Another herb which is in season for harvest at present, is Lavender. I don’t see much of it in this park but it grows prolifically in the city and can be used very easily for many applications. Christian Huygensplein, near my home is planted out with it. Thank you Amsterdam Oost! Unfortunately, each day I have had time to visit any Lavender with my scissors, the weather has been damp so harvesting those pretty flower stems has been out of the question. No point in harvesting when the flowers are likely to mould, before they can dry out thoroughly. If you are lucky enough to find a huge patch of Lavender, the flower stems can be carefully but quickly thinned out, just above the foliage, perhaps taking every 20 stems, without much visible impact on the plant. I’m sure that my neighbours would not appreciate anyone chopping clumps of the flowers from the shopping area but I’m sure a few carefully flower stems wouldn’t be missed.
Lastly and shown above, is a striking herb which I have no experience of using at all but know it has historic uses. It is called Yellow Loosestrife (Lysimachia vulgaris) and I know it only as a garden plant from Somerset. Here’s a link to a page from a wonderful recent-historic book, offering a glimpse into historic uses of herbs.

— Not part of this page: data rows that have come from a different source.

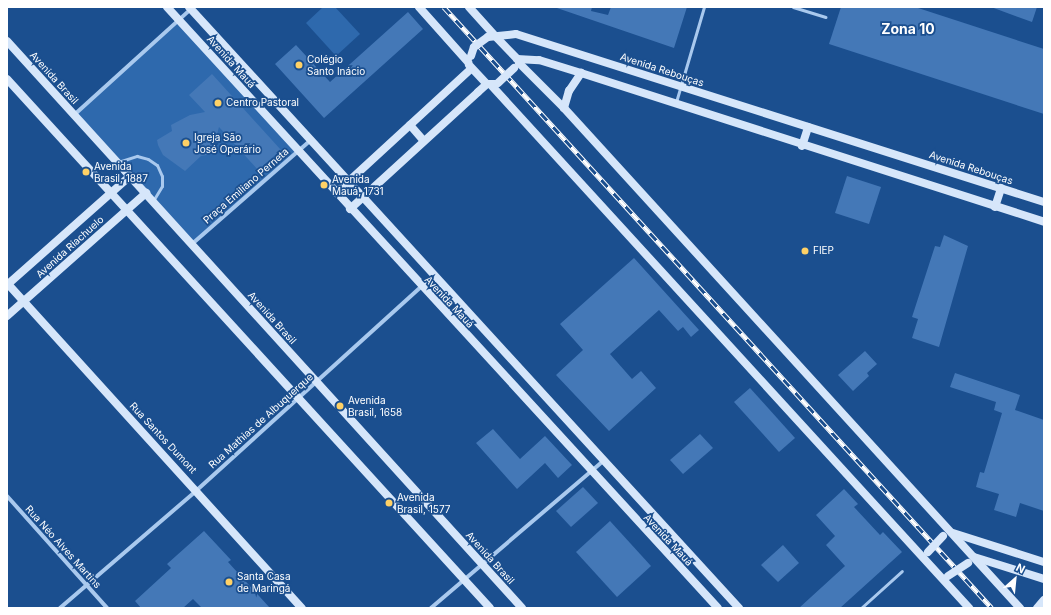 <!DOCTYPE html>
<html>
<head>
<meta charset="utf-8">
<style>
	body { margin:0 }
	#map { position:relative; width:1051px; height:615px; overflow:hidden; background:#1b4f8f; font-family:Inter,sans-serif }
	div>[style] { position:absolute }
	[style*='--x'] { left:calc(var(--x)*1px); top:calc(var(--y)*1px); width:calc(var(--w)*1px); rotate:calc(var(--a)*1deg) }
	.green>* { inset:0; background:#2e69ad }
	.building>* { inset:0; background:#4478b7 }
	.lane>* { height:3px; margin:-1.5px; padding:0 1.5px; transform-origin:1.5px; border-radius:1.5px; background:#a9c9ee }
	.street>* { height:4px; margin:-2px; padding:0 2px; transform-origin:2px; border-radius:2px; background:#a9c9ee }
	.secondary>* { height:8px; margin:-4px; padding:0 4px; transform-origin:4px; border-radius:4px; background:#d6e6fa }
	.rail>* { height:4.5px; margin-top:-2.25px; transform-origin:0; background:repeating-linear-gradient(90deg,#1b4f8f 0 9px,#fff 0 18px); box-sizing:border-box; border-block:1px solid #fff }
	.secondary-bridge>* { height:8px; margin:-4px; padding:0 4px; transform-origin:4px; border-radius:4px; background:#d6e6fa }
	.dots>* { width:11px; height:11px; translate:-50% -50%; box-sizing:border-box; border:2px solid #1b4f8f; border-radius:50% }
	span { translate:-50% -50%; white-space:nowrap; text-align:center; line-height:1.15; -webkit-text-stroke:3.5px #1b4f8f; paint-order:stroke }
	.poi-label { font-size:10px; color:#fff }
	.left { translate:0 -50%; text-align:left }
	.street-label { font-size:10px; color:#fff }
	.district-label { font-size:14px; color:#fff; font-weight:700 }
	.frame { position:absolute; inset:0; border:8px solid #fff; pointer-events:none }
	.north { position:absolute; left:995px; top:559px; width:40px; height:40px; -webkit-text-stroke:3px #1b4f8f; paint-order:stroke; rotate:27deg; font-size:11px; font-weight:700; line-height:16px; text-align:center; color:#fff }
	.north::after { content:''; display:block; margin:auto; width:14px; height:18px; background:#fff; clip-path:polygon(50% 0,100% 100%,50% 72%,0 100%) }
</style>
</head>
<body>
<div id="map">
	<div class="green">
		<i style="clip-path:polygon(323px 7px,335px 7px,360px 34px,336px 56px,306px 23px)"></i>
		<i style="clip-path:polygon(179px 19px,298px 151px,192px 244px,74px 115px)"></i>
	</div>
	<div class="building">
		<i style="clip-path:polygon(554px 7px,592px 7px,591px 11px,608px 15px,611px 7px,687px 7px,674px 48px)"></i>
		<i style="clip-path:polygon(841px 7px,915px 7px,1044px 49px,1044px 114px,829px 44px)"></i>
		<i style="clip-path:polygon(991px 7px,1037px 7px,1032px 22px)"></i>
		<i style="clip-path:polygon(408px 12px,423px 29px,324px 118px,275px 64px,296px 45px,330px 82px)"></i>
		<i style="clip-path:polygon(212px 74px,281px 150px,258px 170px,219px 127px,215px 142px,207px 155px,201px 156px,185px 171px,163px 155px,158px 145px,157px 140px,172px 131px,171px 125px,190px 115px,205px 112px,189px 95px)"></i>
		<i style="clip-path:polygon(847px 176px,881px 187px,869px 224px,835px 213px)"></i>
		<i style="clip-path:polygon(944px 235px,968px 246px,939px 347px,912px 338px,918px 319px,912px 317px,935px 246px,940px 247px)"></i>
		<i style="clip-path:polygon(634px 258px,699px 330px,691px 337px,683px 327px,678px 331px,659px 310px,610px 354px,632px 379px,641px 371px,656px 388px,609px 431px,556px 375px,583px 350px,560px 324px)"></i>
		<i style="clip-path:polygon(865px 351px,877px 364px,867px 373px,869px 376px,853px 391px,838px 375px)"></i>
		<i style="clip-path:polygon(955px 373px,1020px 395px,1015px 410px,1044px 420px,1044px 511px,1020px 503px,1016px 517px,994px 510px,999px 494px,976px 487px,980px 472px,984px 473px,1002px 413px,994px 410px,996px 402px,950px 387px)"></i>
		<i style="clip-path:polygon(750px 388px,795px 438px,779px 452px,734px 402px)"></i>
		<i style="clip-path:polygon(493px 429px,520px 459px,545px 436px,572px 465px,558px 478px,545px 463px,517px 489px,476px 443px)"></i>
		<i style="clip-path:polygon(700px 434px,713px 448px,683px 474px,670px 460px)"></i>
		<i style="clip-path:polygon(583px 487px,598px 503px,571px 527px,556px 511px)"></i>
		<i style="clip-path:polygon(844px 489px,858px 504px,854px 507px,880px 535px,883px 532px,902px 552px,840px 608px,799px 608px,845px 566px,826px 545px,835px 536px,816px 515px)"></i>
		<i style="clip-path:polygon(610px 521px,651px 566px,617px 597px,576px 552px)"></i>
		<i style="clip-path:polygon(204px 531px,231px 560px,228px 562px,270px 608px,202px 608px,193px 599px,183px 608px,141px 608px,135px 601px,171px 568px,167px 564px)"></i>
		<i style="clip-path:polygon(783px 545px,799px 563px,778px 582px,761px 565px)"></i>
	</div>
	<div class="lane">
		<i style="--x:793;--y:7;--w:34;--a:17"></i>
		<i style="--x:676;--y:102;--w:99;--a:-73.6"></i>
		<i style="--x:118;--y:162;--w:20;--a:-18"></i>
		<i style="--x:137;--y:156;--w:11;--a:15"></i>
		<i style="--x:148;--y:159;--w:11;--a:34"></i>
		<i style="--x:157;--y:165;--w:12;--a:66"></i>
		<i style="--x:162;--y:176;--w:10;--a:90"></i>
		<i style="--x:162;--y:186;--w:17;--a:121"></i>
		<i style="--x:861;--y:608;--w:55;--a:-42.1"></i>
	</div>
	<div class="street">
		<i style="--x:74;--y:115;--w:158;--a:-42.2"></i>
		<i style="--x:192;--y:244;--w:158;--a:-41.2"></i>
		<i style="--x:7;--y:496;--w:150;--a:48.2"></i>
		<i style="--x:60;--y:608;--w:181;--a:-40.7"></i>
		<i style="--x:197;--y:490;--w:320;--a:-42.2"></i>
		<i style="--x:431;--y:608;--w:228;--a:-40.5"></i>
	</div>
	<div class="secondary">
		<i style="--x:167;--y:7;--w:815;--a:47.49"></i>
		<i style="--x:189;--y:7;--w:815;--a:47.54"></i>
		<i style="--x:419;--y:7;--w:74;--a:48.3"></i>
		<i style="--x:469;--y:7;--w:38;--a:48"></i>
		<i style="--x:488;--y:37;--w:28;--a:-6"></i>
		<i style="--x:516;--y:34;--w:554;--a:17.65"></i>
		<i style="--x:497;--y:38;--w:29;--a:46"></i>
		<i style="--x:7;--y:41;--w:766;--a:47.75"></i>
		<i style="--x:517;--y:59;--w:22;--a:3"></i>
		<i style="--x:539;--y:60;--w:44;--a:17.2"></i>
		<i style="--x:581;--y:73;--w:486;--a:17.8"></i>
		<i style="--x:519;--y:63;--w:64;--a:45"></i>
		<i style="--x:564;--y:108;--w:677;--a:47.64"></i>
		<i style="--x:469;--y:65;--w:26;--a:47"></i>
		<i style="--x:7;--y:79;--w:716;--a:47.6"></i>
		<i style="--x:491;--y:85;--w:709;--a:47.57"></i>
		<i style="--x:564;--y:108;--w:18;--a:-74"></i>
		<i style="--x:569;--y:91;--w:22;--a:-56"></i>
		<i style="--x:410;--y:125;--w:21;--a:49"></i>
		<i style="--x:802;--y:146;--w:20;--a:-72"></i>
		<i style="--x:336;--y:193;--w:183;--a:-42.6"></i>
		<i style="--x:995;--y:207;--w:20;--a:-72"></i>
		<i style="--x:350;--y:209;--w:173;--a:-42.4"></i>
		<i style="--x:478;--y:92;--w:12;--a:-42"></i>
		<i style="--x:487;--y:84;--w:8;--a:0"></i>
		<i style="--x:7;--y:283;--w:439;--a:47.8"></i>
		<i style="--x:7;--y:285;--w:164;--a:-41.5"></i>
		<i style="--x:7;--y:316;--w:186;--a:-41.5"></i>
		<i style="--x:953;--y:533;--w:96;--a:17.7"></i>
		<i style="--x:974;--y:557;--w:73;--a:17.4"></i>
		<i style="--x:1037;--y:608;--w:11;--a:-49"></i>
	</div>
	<div class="rail">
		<i style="--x:444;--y:7;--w:813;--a:47.64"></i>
	</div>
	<div class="secondary-bridge">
		<i style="--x:471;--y:56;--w:9;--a:-72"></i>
		<i style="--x:474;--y:47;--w:17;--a:-36"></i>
		<i style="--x:498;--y:83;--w:22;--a:-43"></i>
		<i style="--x:928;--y:552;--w:22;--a:-47"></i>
		<i style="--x:948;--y:576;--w:24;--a:-33"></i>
	</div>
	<div class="dots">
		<i style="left:299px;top:65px;background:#ffd166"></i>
		<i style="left:218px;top:103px;background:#ffd166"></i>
		<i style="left:186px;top:143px;background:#ffd166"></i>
		<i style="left:86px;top:172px;background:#ffd166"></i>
		<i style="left:324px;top:185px;background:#ffd166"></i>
		<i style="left:805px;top:251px;background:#ffd166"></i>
		<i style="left:340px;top:406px;background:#ffd166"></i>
		<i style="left:389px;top:503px;background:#ffd166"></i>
		<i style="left:229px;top:582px;background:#ffd166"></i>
	</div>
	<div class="poi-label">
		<span class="left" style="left:307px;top:65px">Colégio<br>Santo Inácio</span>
		<span class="left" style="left:226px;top:103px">Centro Pastoral</span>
		<span class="left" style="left:194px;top:143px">Igreja São<br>José Operário</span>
		<span class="left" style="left:94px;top:172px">Avenida<br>Brasil, 1887</span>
		<span class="left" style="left:332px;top:185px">Avenida<br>Mauá, 1731</span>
		<span class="left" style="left:813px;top:251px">FIEP</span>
		<span class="left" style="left:348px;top:406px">Avenida<br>Brasil, 1658</span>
		<span class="left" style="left:397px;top:503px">Avenida<br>Brasil, 1577</span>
		<span class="left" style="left:237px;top:582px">Santa Casa<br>de Maringá</span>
	</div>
	<div class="street-label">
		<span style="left:231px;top:62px;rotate:48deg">Avenida Mauá</span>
		<span style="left:662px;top:70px;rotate:18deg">Avenida Rebouças</span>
		<span style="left:54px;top:78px;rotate:48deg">Avenida Brasil</span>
		<span style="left:971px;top:168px;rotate:18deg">Avenida Rebouças</span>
		<span style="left:246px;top:186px;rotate:-41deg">Praça Emiliano Perneta</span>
		<span style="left:70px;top:247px;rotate:-42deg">Avenida Riachuelo</span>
		<span style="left:449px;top:302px;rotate:47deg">Avenida Mauá</span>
		<span style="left:272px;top:318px;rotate:48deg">Avenida Brasil</span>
		<span style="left:261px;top:421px;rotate:-42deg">Rua Mathias de Albuquerque</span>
		<span style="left:163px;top:438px;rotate:47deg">Rua Santos Dumont</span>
		<span style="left:668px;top:540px;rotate:47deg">Avenida Mauá</span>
		<span style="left:63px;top:547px;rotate:48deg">Rua Néo Alves Martins</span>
		<span style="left:490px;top:558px;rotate:48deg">Avenida Brasil</span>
	</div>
	<div class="district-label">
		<span style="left:908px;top:29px">Zona 10</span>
	</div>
	<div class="frame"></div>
	<div class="north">N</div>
</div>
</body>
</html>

I was so pleased when I realised that the local council had commissioned simple herbs for the planting scheme at Christian Huygensplein in Oost Watergraafsmeer, Amsterdam.
About a year on, the herbs are looking great so I thought I’d share a photo. I hope you can see a Pine Tree trunk surrounded by thick Lavender and an Ivy plant climbing up the trunk.
Three practical herbs in an area which needed a little smartening up at the time. Mostly the planting, which had a lot of hot dry weather soon after it was completed, has faired well. It looks good, smells good and could be used for a multitude of remedies, should the need arise.
Thank you Amsterdam Oost! Now how about a few more nut trees?